START MATERIAL FOR THIS EXERCISE
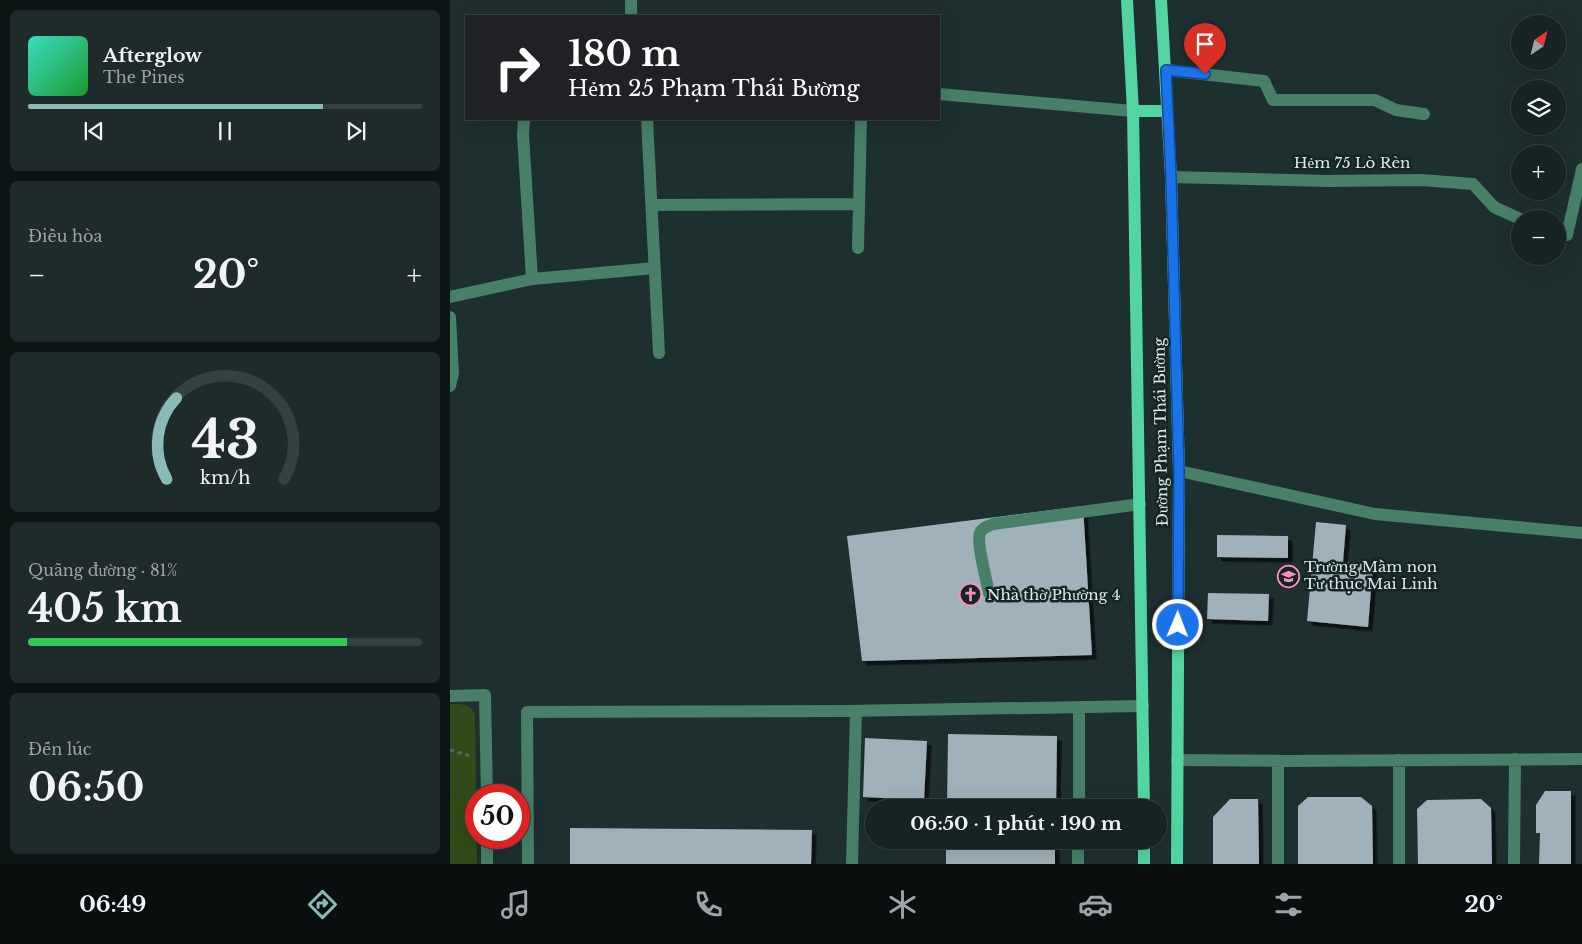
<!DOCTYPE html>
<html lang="vi">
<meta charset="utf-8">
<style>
body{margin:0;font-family:"Libre Baskerville",serif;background:#1f2b2b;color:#f1f3f6;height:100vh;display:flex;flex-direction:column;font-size:19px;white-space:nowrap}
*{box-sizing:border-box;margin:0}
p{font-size:16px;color:#9ea4a6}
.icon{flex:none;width:28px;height:28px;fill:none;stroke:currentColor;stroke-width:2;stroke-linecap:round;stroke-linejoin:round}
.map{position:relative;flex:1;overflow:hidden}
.details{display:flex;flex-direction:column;gap:10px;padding:10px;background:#0c1313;width:450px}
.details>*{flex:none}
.hud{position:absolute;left:15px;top:15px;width:475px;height:105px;border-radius:0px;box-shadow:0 5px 20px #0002,0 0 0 1px #354041;background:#202124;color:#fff;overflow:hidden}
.needle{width:32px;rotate:35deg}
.fabs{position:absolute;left:1061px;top:15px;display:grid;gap:10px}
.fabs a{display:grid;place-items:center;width:55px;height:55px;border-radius:50%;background:#162323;box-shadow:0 5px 20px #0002,0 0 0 1px #354041;font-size:25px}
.speed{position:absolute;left:15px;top:784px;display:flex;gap:10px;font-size:25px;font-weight:700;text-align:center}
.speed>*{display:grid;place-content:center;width:65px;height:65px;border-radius:50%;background:#162323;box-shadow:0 5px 20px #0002,0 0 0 1px #354041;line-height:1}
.speed .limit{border:8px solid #d22;background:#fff;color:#111}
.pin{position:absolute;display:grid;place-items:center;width:42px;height:42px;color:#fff;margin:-51px -21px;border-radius:50% 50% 50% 0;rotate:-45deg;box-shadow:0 0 5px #0007}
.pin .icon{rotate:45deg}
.me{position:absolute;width:55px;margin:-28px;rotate:1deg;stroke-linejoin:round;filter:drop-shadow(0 0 4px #0008)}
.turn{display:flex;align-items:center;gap:18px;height:105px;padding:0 20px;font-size:22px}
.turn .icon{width:65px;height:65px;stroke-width:2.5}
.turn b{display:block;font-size:35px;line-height:42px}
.big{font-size:38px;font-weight:700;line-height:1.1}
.details .tile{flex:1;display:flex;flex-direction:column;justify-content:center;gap:8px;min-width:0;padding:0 18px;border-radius:8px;background:#1f2b2b}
.details .dial{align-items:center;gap:0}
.dial svg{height:130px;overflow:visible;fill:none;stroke:#354041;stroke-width:7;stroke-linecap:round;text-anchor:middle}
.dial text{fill:#f1f3f6;stroke:none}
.song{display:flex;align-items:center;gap:15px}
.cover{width:60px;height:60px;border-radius:8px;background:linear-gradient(135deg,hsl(170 70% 55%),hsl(130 70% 35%))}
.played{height:5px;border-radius:2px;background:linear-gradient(90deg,#8bbbb9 75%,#354041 75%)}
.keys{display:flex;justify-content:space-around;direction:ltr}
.heat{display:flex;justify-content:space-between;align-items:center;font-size:28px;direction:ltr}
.charge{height:8px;border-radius:4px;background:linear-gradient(90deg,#34c759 81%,#354041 0)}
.trip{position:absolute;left:415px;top:799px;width:302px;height:50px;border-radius:25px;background:#162323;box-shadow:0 5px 20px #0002,0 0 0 1px #354041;font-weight:700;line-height:50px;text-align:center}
.tab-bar{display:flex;height:80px;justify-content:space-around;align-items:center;background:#090e0e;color:#9ea4a6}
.tab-bar .icon{width:35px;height:35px}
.tab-bar .active{color:#8bbbb9}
.tab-bar b{font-size:22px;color:#f1f3f6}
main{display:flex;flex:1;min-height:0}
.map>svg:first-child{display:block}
.green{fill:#2f4c18}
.building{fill:#9fb1ba;filter:url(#shadow)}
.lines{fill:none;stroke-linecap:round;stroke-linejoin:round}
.path{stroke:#586868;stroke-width:3;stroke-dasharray:4 4;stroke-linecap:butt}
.minor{stroke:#477f68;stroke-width:12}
.major{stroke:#53d4a3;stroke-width:12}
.route-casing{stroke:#114b97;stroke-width:12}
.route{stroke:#1a73e8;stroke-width:9}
.labels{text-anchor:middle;stroke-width:5;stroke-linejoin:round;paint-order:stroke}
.street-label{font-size:15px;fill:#dee9e9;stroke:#132525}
.poi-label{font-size:15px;fill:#dee9e9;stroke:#132525;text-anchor:start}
</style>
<main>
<section class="details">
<div class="tile">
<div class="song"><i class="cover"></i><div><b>Afterglow</b><p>The Pines</p></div></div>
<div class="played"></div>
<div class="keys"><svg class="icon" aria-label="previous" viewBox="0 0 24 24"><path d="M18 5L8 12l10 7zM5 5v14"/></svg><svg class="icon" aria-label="pause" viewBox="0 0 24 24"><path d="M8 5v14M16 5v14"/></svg><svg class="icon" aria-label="next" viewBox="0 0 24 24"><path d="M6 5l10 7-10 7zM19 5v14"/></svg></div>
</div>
<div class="tile"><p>Điều hòa</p>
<div class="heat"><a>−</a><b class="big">20°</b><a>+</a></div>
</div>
<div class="tile dial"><svg viewBox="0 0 100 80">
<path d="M14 69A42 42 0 1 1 86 69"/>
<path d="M14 69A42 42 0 0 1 20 19" stroke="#8bbbb9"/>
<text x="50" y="56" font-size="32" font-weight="700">43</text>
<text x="50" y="72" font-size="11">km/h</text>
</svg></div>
<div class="tile"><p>Quãng đường · 81%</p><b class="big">405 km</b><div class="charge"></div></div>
<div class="tile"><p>Đến lúc</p><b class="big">06:50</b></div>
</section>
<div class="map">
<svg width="1132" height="864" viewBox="0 0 1132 864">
<defs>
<filter id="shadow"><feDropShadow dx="4.5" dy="4.5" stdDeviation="0" flood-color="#0009"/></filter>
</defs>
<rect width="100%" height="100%" fill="#1d2f2f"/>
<path class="green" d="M0,704C11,704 20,703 25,714L27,864H0Z"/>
<path class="building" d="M633,506L642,655L412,661L397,536Z
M866,522L896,525L893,562L923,565L918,627L857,621Z
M767,535L838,536V558L767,557Z
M758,593L819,594L818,621L757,619Z
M498,734L607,736L606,808H497Z
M415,738L477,741L474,800L413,797Z
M1095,791H1121V864H1089L1090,833H1086V805Z
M858,797H911L922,806L923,864H848V806Z
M780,799H808L809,864H763V817Z
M1031,799L1041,808L1042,864H968L967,809L977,800Z
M120,828L362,830L361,864H120Z
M496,840H605V864H496Z"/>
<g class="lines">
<path class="path" d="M0,750L21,756"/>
<path class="minor" d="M181,16V0
M716,70L814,81L823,100H925L946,110L974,114
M489,94L683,111
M197,119L209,353
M721,177L877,181L971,180L1023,184L1044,207L1070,219
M202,205L409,204
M1108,231L1117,235L1132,169
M408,248L411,119
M82,279L205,268
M0,297L82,279L73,135L74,119
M0,317L3,373L0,386
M729,471L925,514L1132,533
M539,593C537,582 526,542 530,533C532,528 538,526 543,524L690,504
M0,696L35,695L37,795
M727,760L836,761L1132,759
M949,760V864
M828,761V864
M629,808V707
M37,838V864
M78,864L77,712L396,711L693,706
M402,864L406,711
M628,864V840
M1064,864L1065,759"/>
<path class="major" d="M677,0L683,111L694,808
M711,0L721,177L729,471L727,864
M683,111H717
M694,840V864"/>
</g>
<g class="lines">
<defs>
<path id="route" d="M728,625L729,471L721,177L716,70L755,74"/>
</defs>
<use href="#route" class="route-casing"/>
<use href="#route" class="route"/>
</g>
<defs>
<symbol id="school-ring" viewBox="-11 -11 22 22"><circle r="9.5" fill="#132525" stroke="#fd8ebe" stroke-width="1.5"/><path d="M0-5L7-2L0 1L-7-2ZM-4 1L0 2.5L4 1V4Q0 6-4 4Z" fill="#fd8ebe"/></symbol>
<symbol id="church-ring" viewBox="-11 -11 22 22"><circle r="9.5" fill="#132525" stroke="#fd8ebe" stroke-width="1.5"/><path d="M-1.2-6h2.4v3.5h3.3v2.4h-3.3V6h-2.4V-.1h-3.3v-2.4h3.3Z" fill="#fd8ebe"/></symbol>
</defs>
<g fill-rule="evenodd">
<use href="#school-ring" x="826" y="564" width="25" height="25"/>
<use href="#church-ring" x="508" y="582" width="25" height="25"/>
</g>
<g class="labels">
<g class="street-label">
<text x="902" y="168">Hẻm 75 Lò Rèn</text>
<text transform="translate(711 432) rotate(-91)" y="5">Đường Phạm Thái Bường</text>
</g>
<g class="poi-label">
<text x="854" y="572">Trường Mầm non<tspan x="854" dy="17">Tư thục Mai Linh</tspan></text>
<text x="537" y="600">Nhà thờ Phường 4</text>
</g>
</g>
</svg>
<div class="fabs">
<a><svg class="needle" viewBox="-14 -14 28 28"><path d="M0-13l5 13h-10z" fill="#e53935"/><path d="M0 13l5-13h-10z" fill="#9ea4a6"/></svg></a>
<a><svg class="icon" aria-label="layers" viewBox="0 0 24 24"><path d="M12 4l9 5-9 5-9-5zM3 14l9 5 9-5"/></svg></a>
<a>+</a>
<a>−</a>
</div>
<div class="speed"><div class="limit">50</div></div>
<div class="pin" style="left:755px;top:74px;background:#d93025"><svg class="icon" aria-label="arrive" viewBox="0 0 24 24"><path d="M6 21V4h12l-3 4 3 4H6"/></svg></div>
<svg class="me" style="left:728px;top:625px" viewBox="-20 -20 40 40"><circle r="17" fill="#1a73e8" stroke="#fff" stroke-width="3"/><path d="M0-11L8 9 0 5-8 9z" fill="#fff"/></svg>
<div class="trip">06:50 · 1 phút · 190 m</div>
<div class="hud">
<div class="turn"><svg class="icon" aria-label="right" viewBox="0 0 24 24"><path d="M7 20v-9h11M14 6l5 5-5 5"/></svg><div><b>180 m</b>Hẻm 25 Phạm Thái Bường</div></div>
</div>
</div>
</main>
<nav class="tab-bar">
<b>06:49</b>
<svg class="icon active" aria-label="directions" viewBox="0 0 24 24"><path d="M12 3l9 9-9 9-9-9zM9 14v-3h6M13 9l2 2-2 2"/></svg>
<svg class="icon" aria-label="music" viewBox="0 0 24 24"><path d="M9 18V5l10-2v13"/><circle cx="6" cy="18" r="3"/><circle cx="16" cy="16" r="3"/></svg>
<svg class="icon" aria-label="phone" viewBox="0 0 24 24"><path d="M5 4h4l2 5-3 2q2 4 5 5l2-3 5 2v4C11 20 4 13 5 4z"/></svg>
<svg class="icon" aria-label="climate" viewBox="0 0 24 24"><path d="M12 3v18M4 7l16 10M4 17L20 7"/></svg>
<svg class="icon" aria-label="car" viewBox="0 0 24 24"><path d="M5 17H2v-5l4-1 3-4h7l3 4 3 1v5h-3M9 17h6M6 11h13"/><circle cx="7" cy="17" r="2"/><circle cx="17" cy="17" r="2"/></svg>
<svg class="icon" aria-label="filters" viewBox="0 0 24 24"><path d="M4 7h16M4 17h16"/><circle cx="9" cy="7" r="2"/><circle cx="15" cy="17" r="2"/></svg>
<b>20°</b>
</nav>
END MATERIAL FOR THIS EXERCISE
For each line above that includes the word "song", make a copy of that line.

--- TASK OUTPUT ---
.song{display:flex;align-items:center;gap:15px}
<div class="song"><i class="cover"></i><div><b>Afterglow</b><p>The Pines</p></div></div>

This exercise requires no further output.